Last Tuesday, just a week before the hotly contested New York Democratic primary, Bernie Sanders took time off the campaign trail to meet with people who have pledged not to vote for anyone.
For many members of the Haudenosaunee Confederacy, a league of six confederated Indigenous nations whose traditional territory stretches across upstate New York and southeastern Canada, the United States is a foreign government. “We are not subjects. We are allies,” explains Oren Lyons, the 86-year-old Faithkeeper of the Confederacy’s Turtle Clan and a longtime environmental activist. “In order to protect the integrity of our treaties, we’ve maintained our independence very carefully.” That includes refusing to participate in what they consider colonial elections.
But that didn’t stop Sanders from meeting with some Haudenosaunee leaders, including Lyons, en route to rally in Syracuse, New York last Tuesday.
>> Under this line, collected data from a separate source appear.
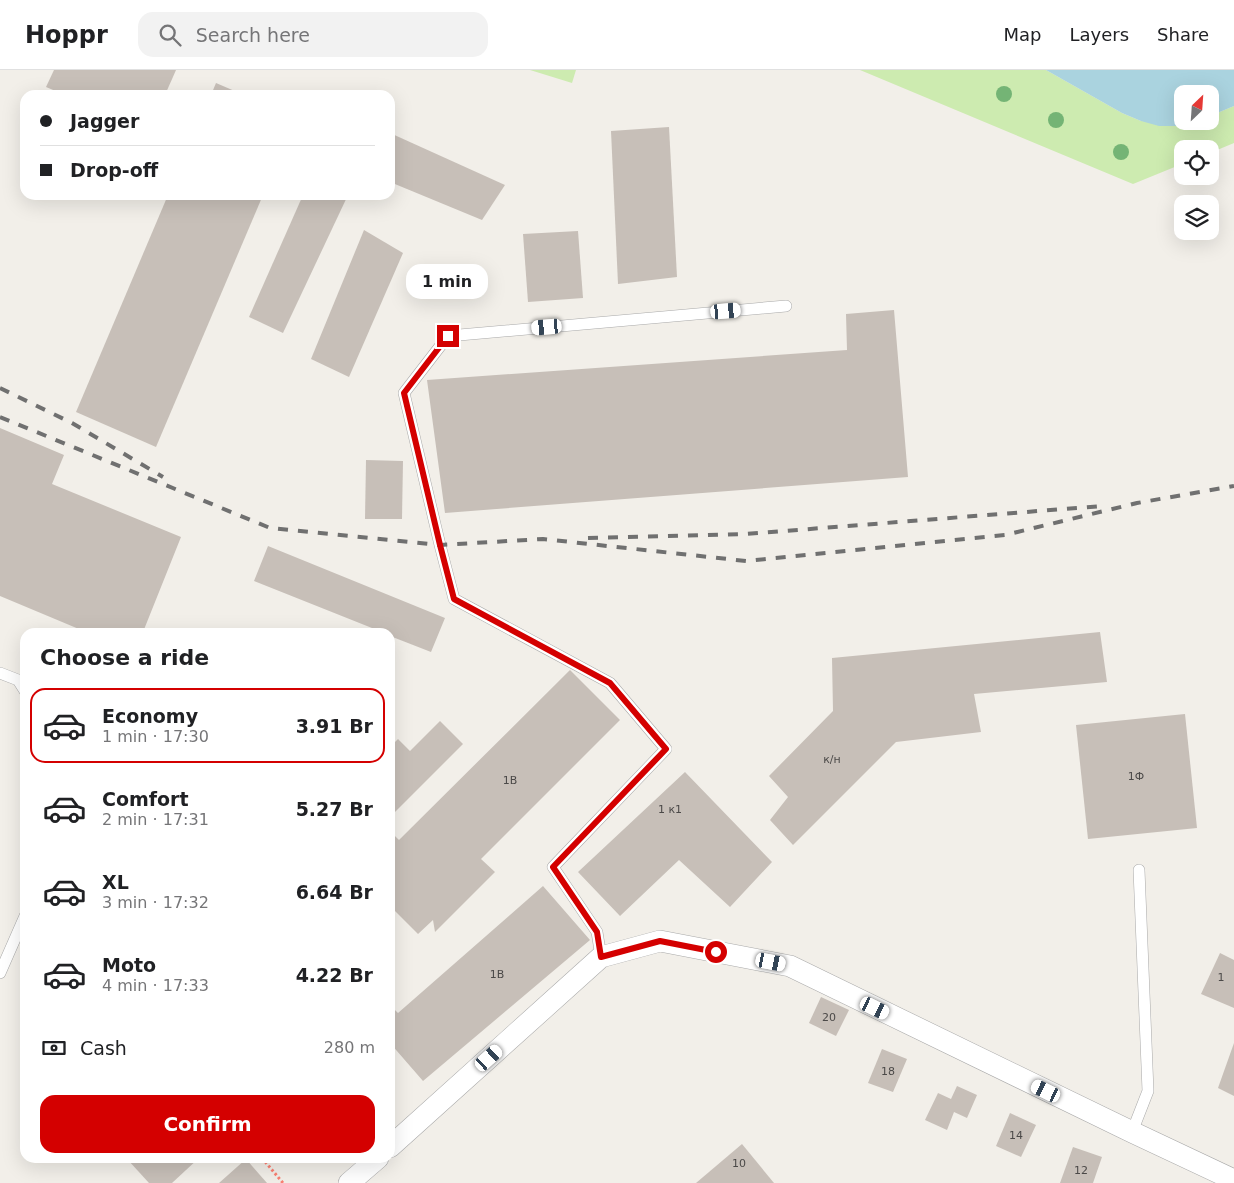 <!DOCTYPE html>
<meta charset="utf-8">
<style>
:root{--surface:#fff;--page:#f2f2f2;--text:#202124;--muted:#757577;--line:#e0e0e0;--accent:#d40000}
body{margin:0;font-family:"DejaVu Sans",sans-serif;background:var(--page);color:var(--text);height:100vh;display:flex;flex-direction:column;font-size:19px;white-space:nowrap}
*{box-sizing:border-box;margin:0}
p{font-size:16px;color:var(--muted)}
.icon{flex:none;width:28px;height:28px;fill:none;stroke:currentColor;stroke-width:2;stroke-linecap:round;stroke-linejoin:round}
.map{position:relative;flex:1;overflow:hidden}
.details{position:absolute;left:20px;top:558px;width:375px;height:535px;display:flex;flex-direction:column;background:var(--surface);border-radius:15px;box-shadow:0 5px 20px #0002}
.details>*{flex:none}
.hud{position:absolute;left:20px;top:20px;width:375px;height:110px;border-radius:15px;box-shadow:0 5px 20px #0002;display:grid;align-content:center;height:110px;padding:0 20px;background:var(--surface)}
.needle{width:32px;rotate:25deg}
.controls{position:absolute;left:1174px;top:15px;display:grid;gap:10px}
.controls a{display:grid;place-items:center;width:45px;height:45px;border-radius:10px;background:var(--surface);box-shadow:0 5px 20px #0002;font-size:25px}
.end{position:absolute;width:22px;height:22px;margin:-11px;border:6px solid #d40000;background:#fff;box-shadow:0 0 0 2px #fff}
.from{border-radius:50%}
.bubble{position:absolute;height:35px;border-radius:15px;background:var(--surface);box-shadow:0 5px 20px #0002;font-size:16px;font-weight:700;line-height:35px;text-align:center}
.car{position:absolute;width:15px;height:30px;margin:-15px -8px;border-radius:6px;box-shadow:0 0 4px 1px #0007;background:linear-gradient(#fff 24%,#345 0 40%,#fff 0 76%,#345 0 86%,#fff 0)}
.hud b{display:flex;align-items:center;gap:18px;height:48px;font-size:19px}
.hud b+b{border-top:1px solid var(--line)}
.hud i{width:12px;height:12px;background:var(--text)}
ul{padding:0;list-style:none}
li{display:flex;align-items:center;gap:15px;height:75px;margin:0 10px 8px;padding:0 10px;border:2px solid transparent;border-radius:15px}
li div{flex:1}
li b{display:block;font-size:19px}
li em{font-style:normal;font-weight:700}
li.selected{border-color:var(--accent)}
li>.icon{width:45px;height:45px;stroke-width:1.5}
h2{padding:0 20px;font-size:22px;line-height:60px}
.pay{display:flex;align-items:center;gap:12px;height:55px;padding:0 20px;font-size:19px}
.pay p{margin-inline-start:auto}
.cta{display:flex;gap:10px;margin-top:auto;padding:10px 20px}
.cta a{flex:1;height:58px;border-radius:15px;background:var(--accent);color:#fff;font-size:20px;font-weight:700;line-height:58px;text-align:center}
header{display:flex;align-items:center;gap:30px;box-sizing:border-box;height:70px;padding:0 25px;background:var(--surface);border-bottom:1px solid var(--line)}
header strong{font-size:24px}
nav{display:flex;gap:28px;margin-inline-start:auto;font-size:18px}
.search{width:350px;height:45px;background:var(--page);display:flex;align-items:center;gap:12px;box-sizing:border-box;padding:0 18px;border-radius:15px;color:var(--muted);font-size:19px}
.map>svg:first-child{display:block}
.grass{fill:#cdebb0}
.water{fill:#aad3df}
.building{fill:#c7bfb8}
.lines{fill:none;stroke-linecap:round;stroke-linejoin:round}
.lane-casing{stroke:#a9a9a9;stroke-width:12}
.street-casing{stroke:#a9a9a9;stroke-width:22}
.path{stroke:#fa8072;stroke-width:3;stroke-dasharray:2.5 2.5;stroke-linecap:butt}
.lane{stroke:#fff;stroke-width:11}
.street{stroke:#fff;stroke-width:21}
.rail{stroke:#707070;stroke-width:4;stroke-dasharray:10 10;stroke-linecap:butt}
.tree{fill:#74b475}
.route{stroke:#d40000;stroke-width:6}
.labels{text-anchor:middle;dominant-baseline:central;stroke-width:4;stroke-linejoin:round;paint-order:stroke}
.number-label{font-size:11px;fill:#4b4948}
</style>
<header>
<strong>Hoppr</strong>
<div class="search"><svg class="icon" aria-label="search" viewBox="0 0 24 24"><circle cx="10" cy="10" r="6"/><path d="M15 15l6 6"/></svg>Search here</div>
<nav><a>Map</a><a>Layers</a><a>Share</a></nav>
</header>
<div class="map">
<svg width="1234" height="1113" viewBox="0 0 1234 1113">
<rect width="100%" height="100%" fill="#f2efe9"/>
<!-- grass -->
<g class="grass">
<path d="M530 0H576L572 13Z"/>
<path d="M860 0H1046L1122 43 1141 51 1193 53 1196 51H1210V46L1234 36V73L1210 83V79H1182V94L1133 114Z"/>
</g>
<!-- water -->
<path class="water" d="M1046 0H1234V36L1210 46V24H1182V51H1196L1176 56H1159L1141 51 1122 43Z"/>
<!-- building -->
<g class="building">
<path d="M54 0H176L165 25H65L46 17Z"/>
<path d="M216 13 244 25H211Z"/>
<path d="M669 57 677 207 618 214 611 61Z"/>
<path d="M390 63 505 115 482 150 390 112Z"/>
<path d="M168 125H263L156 377 76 342Z"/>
<path d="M303 125H348L283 263 249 247Z"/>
<path d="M364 160 403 183 349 307 311 289Z"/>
<path d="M578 161 583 228 528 232 523 164Z"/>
<path d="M894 240 908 407 445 443 427 310 847 280 846 244Z"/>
<path d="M0 358 64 385 52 414 181 467 143 562H86L0 526Z"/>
<path d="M366 390 403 391 402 449H365Z"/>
<path d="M268 476 445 548 431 582 390 566V562H382L254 511Z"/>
<path d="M1100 562 1107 612 974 624 981 662 896 672 793 775 770 750 788 727 769 706 833 641 832 588Z"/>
<path d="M570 600 620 650 481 789 495 802 435 862 433 850 418 864 390 836V761L399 770Z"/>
<path d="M1185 644 1197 758 1088 769 1076 655Z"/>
<path d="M440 651 463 674 390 747V677L398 669 410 681Z"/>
<path d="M685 702 772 792 730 837 679 790 620 846 578 802Z"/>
<path d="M543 816 590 870 423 1011 390 973V939L392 937 398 943Z"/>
<path d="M1220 883 1234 890V938L1201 924Z"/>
<path d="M821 927 849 940 836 966 809 953Z"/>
<path d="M1234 973V1026L1218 1018Z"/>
<path d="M882 979 907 989 893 1022 868 1013Z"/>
<path d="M957 1016 977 1025 967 1048 954 1042 947 1060 925 1050 938 1023 951 1029Z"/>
<path d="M1010 1043 1036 1055 1021 1087 996 1076Z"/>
<path d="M742 1074 774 1113H696Z"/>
<path d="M1073 1077 1102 1087 1093 1113H1060Z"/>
<path d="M131 1088H199L172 1113H149L128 1090Z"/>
<path d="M246 1089 267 1113H219Z"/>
</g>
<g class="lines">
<defs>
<g id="lane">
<path d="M0 603 18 610 25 621"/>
<path d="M601 887 597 862 553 797 666 679 610 613 454 529 440 475 404 323 448 266 786 236"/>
<path d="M0 903 25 846"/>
<path d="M1132 1062 1148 1021 1139 800"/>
</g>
<g id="street">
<path d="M390 1077 601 887 660 871 790 896 1132 1062 1234 1110"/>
<path d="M349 1113 378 1088"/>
</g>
</defs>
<!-- lane casing -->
<use href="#lane" class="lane-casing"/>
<!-- street casing -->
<use href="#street" class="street-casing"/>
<!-- path -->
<path class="path" d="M262 1088 283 1113"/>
<!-- lane -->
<use href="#lane" class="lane"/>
<!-- street -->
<use href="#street" class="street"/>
<!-- rail -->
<g class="rail">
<path d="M0 318 72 353 163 407"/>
<path d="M0 347 270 458 440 475 543 469 746 491 1005 465 1137 433 1234 416"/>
<path d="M588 468 746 464 1102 436"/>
</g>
</g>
<!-- trees -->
<g class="tree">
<circle cx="1004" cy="24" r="8"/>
<circle cx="1056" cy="50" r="8"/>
<circle cx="1121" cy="82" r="8"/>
</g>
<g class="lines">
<!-- route -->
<path class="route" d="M448 266 404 323 440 475 454 529 610 613 666 679 553 797 597 862 601 887 660 871 716 882"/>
</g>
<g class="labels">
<!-- number labels -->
<g class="number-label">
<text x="832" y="689">к/н</text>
<text x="1136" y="706">1Ф</text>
<text x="510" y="710">1В</text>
<text x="670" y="739">1 к1</text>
<text x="497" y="904">1В</text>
<text x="1221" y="907">1</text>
<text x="829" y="947">20</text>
<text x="888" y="1001">18</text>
<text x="1016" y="1065">14</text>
<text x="739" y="1093">10</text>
<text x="1081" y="1100">12</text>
</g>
</g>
</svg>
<div class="controls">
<a><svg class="needle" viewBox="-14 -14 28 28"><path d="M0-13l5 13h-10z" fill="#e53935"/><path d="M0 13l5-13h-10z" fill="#757577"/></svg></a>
<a><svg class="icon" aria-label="locate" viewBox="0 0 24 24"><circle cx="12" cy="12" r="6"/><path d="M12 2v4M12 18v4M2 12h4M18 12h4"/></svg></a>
<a><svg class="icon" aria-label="layers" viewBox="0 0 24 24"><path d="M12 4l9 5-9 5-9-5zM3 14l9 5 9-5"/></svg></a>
</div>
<i class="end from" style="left:716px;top:882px"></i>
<i class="end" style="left:448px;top:266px"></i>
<div class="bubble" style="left:406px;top:194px;width:82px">1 min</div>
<i class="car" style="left:726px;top:241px;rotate:85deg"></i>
<i class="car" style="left:547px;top:257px;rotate:265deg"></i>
<i class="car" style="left:771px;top:892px;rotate:101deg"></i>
<i class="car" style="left:875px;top:938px;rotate:116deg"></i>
<i class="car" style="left:489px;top:988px;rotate:48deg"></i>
<i class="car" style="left:1046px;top:1021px;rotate:296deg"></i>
<div class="hud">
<b><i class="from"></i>Jagger</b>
<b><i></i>Drop-off</b>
</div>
<section class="details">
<h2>Choose a ride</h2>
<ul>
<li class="selected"><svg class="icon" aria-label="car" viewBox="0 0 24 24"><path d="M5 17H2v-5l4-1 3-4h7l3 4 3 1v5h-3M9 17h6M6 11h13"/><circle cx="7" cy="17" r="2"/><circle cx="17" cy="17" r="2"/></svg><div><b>Economy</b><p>1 min · 17:30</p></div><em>3.91 Br</em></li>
<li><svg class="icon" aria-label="car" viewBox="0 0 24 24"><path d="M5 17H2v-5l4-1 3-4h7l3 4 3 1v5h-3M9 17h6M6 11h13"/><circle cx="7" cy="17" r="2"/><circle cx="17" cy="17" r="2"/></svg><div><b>Comfort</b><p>2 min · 17:31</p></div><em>5.27 Br</em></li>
<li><svg class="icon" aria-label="car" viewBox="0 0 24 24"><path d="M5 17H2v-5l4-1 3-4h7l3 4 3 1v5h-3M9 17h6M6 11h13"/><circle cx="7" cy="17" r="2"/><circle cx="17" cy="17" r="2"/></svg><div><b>XL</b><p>3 min · 17:32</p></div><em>6.64 Br</em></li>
<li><svg class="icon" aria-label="car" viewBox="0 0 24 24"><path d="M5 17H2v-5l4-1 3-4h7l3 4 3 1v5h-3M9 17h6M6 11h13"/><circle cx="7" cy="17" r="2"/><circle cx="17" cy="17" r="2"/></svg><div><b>Moto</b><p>4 min · 17:33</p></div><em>4.22 Br</em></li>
</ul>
<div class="pay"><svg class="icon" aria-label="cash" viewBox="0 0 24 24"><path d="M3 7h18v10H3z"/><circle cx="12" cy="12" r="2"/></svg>Cash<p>280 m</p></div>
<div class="cta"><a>Confirm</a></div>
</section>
</div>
For Sanders, it was only the most recent effort in a growing campaign to link his “political revolution” with the concerns of Indigenous peoples.
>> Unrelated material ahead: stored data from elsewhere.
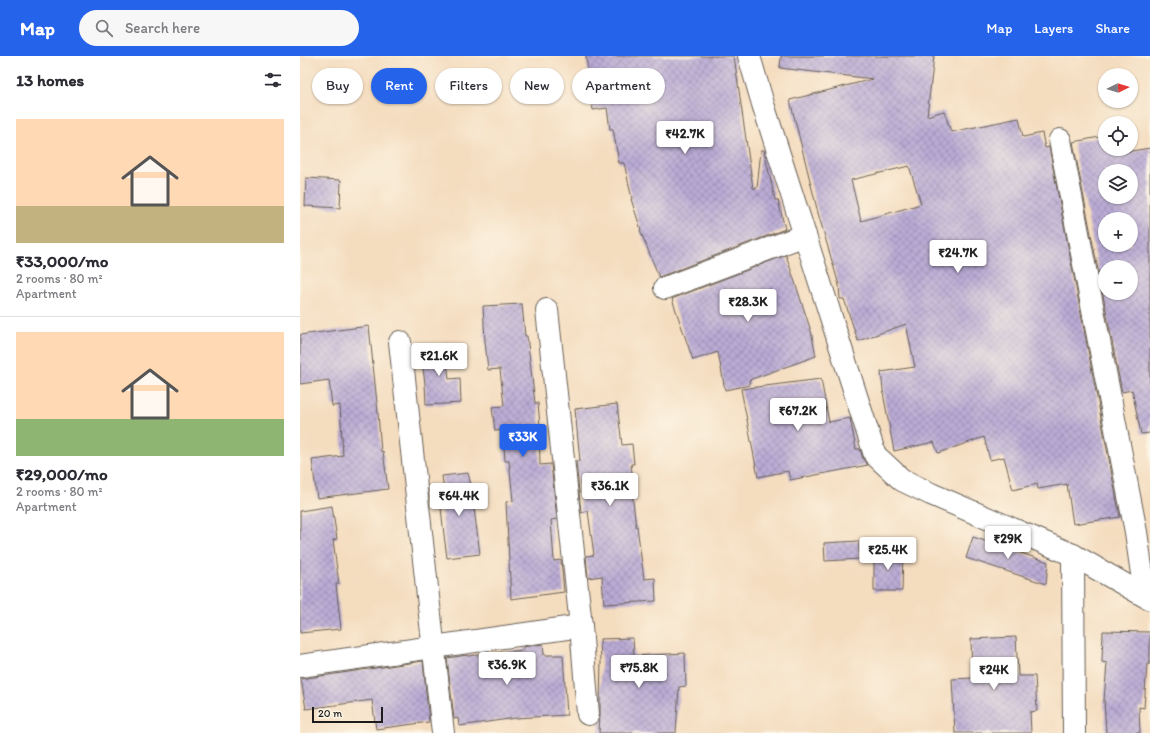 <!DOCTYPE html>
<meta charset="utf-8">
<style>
body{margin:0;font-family:Itim,sans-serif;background:#f7f7f7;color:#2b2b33;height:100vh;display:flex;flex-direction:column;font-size:15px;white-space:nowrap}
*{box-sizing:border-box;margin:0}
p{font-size:13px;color:#7c7c81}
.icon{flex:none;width:22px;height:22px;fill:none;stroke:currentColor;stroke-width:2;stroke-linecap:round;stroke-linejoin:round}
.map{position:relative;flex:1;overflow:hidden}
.sheet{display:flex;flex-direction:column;background:#fff;width:300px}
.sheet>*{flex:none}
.hud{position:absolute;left:12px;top:12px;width:380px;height:36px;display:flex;gap:8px}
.needle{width:26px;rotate:85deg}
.buttons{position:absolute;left:798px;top:12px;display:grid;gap:8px}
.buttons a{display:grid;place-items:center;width:40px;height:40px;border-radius:50%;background:#fff;box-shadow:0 1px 3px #0004;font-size:20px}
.scale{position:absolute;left:12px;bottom:10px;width:71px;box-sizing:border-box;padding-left:4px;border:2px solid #1c1c1c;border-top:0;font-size:11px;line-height:14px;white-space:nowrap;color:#1c1c1c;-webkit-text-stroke:3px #fcf5e5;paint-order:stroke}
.price{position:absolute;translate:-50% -34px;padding:0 9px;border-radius:4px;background:#fff;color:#222;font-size:13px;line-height:26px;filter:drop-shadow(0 1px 2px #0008)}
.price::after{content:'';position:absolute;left:50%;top:24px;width:12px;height:9px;margin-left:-6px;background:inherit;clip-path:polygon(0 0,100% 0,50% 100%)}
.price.selected{background:#2563eb;color:#fff}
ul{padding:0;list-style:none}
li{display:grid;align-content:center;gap:8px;height:212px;padding:0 16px}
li+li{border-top:1px solid #e1e1e2}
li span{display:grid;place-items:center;height:124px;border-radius:0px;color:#555}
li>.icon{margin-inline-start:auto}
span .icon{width:72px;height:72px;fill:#fffc;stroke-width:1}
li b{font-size:17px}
h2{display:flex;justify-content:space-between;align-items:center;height:48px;padding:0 16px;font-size:17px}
.chip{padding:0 14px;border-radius:18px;background:#fff;box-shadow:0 1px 3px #0004;font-size:14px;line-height:36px}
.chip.selected{background:#2563eb;color:#fff}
header{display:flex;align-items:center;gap:24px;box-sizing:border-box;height:56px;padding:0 20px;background:#2563eb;color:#fff}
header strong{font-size:19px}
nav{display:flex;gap:22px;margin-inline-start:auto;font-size:14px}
.search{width:280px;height:36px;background:#f7f7f7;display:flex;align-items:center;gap:10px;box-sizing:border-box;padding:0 14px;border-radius:22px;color:#7c7c81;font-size:15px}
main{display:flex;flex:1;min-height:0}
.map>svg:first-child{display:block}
</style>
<header>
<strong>Map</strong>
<div class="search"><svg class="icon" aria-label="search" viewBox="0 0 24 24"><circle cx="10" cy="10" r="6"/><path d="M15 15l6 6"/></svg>Search here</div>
<nav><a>Map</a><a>Layers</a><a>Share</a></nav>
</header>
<main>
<section class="sheet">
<h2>13 homes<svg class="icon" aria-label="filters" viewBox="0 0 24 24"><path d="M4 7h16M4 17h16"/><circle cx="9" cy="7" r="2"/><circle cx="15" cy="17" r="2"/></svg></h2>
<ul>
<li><span style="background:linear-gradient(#ffd9b3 70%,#c2b280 0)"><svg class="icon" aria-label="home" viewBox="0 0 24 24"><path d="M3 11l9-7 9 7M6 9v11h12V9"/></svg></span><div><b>₹33,000/mo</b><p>2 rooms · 80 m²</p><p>Apartment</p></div></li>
<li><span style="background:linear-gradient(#ffd9b3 70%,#8fb573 0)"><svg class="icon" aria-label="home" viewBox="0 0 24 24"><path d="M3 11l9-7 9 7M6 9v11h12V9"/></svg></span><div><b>₹29,000/mo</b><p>2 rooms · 80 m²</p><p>Apartment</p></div></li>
</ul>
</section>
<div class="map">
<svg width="850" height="677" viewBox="0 0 850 677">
<defs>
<pattern id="building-cross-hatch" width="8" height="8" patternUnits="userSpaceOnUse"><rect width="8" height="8" fill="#baabd5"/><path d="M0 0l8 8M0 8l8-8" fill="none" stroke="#968aac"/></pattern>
</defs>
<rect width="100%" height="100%" fill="#fcf5e5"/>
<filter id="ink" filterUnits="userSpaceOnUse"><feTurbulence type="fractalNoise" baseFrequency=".025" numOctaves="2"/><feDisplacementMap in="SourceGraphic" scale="8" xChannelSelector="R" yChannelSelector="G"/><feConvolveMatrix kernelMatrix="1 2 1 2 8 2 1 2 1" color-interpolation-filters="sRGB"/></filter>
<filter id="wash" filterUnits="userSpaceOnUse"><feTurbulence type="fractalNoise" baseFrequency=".012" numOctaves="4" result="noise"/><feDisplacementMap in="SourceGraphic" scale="16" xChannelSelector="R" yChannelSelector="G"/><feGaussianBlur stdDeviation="0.9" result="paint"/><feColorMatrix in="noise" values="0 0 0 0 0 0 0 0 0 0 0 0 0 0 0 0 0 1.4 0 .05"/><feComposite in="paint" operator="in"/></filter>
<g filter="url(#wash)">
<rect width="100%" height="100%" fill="#f4dcbe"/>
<g id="blocks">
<g fill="url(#building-cross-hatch)" fill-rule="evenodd">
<polygon points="286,0 434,0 453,132 457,132 461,94 464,94 475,144 478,144 485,173 359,221 340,174 341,174 331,143 332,143 324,107 319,107 313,73 310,73 307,52 293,54"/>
<path d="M481 0H634L627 60 644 55 651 76 719 62 723 81 742 77 745 92 749 91 820 461 773 468 767 428 738 433 737 428 713 434 704 401 690 404 684 381 638 397 634 386 594 395 584 342 581 316 615 311 606 268 558 285 544 243H540L539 229 518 157 490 44 573 23 480 12ZM609 110 621 148 561 165 551 124Z"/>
<path d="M805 80V93H818L819 97 850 92V377L841 378 832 334 822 336 773 86ZM805 115H831V141H805ZM805 163H831V189H805ZM805 211H831V237H805Z"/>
<polygon points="6,122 41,124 40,152 5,150"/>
<polygon points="486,199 511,275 516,300 449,324 450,329 425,334 418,296 393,304 372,243"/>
<polygon points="222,248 225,280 227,280 235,347 238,347 240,370 239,371 240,409 251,408 257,463 251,464 254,505 261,504 264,536 211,543 206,446 213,445 209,405 205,405 203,374 195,375 192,351 204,350 200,313 188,314 185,285 183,250"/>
<polygon points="69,270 78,357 81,396 83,395 88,433 17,442 12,404 43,400 40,349 32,350 29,324 0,328 0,279"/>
<polygon points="145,288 149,323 160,322 161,347 126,349 125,327 120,291"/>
<polygon points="521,323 529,366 550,362 556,393 560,393 563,403 568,409 490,424 488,415 458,421 441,333"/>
<polygon points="317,348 322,389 332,388 334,408 331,408 333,427 331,427 336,471 337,470 344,523 355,522 356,545 304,548 302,520 288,522 286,500 294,499 288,455 281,457 276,405 280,405 275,353"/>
<polygon points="168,417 171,429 180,498 147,502 144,479 141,452 146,452 142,420"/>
<polygon points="32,450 37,483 33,484 39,528 36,528 41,573 0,577 0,455"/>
<polygon points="673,481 748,506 746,528 666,502"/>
<polygon points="559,485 560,503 525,505 524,487"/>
<polygon points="574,496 603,496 602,535 574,535"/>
<polygon points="803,575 850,576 850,608 847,608 844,652 839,651 840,677 806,677 804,644 807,607 802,606"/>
<polygon points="716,581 718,620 735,620 737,655 730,656 731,677 655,677 652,623 672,622 671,583"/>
<polygon points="333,582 334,600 385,597 386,630 379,631 376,677 299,677 300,657 300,647 301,606 300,583"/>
<polygon points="243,588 244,599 263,599 267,659 216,662 159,670 158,662 154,663 147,602 167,599 167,600 223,594 223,591"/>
<polygon points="123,605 129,666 76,673 72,644 6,653 1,623"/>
</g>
</g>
</g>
<g filter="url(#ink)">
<use href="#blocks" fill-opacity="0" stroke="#685f55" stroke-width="1"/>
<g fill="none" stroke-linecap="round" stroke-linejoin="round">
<g stroke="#685f55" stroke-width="24">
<g id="street">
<polyline points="449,0 463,48 575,399 602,424 631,438 773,499 850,543"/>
<polyline points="760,84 836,476 845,539"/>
<polyline points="365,232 505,179"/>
<polyline points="247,254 281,570 288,658"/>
<polyline points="100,286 143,677"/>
<polyline points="773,499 774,677"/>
<polyline points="0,610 281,570"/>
</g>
</g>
<use href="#street" stroke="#fff" stroke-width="22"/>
</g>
</g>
</svg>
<div class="buttons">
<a><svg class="needle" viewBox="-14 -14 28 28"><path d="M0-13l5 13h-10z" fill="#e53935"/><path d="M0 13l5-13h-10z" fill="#7c7c81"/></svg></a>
<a><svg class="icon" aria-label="locate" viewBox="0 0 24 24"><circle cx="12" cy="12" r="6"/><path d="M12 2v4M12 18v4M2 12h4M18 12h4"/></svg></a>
<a><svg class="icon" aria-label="layers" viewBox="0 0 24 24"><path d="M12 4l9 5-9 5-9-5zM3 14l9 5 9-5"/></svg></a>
<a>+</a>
<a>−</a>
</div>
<div class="scale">20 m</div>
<b class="price" style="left:385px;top:99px">₹42.7K</b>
<b class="price" style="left:658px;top:218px">₹24.7K</b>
<b class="price" style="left:448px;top:267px">₹28.3K</b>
<b class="price" style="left:139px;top:321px">₹21.6K</b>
<b class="price" style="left:498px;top:376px">₹67.2K</b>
<b class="price selected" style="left:223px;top:402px">₹33K</b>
<b class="price" style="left:310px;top:451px">₹36.1K</b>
<b class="price" style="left:159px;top:461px">₹64.4K</b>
<b class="price" style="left:708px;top:504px">₹29K</b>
<b class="price" style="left:588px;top:515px">₹25.4K</b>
<b class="price" style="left:207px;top:630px">₹36.9K</b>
<b class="price" style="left:339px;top:633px">₹75.8K</b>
<b class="price" style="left:694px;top:635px">₹24K</b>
<div class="hud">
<a class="chip">Buy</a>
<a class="chip selected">Rent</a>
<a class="chip">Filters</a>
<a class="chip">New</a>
<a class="chip">Apartment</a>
</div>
</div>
</main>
There are 567 federally recognized tribal nations in the United States—none of which are in Vermont, the state Sanders has represented in Congress since 1990. But his early opposition to the Keystone XL pipeline and vocal support for renewal of the Violence Against Women Act made him familiar to some Indigenous activists long before he launched his outsider bid for the Democratic nomination last year.
One such advocate is Nicole Willis (Umatilla), who coordinated outreach to American Indian voters for Barack Obama’s campaign in 2008. “I had made the decision last year that I was going to stay out of this election cycle,” she said. “I had a few colleagues who became Clinton advisers, but I grew very frustrated with the lack of action. So I reached out to the Sanders campaign and asked them what their plan was. And they said, ‘Well, why don’t you help us?’” She now serves as a top Native policy adviser.
Tara Houska (Couchiching First Nation) tells a similar story. An attorney for Honor the Earth, a Native-led environmental organization, Houska first connected with Sanders last fall when he co-authored the Keep It In the Ground Act, a bill that would prevent offshore oil drilling and coal leasing on federal lands. “At that time, his campaign was really starting to ramp up and they had questions about Native American issues because it’s something their office had not really dealt with,” Houska recalls. “They kept asking me questions and I kept helping out as much as I could in my free time.” She eventually joined the campaign as an official advisor in February.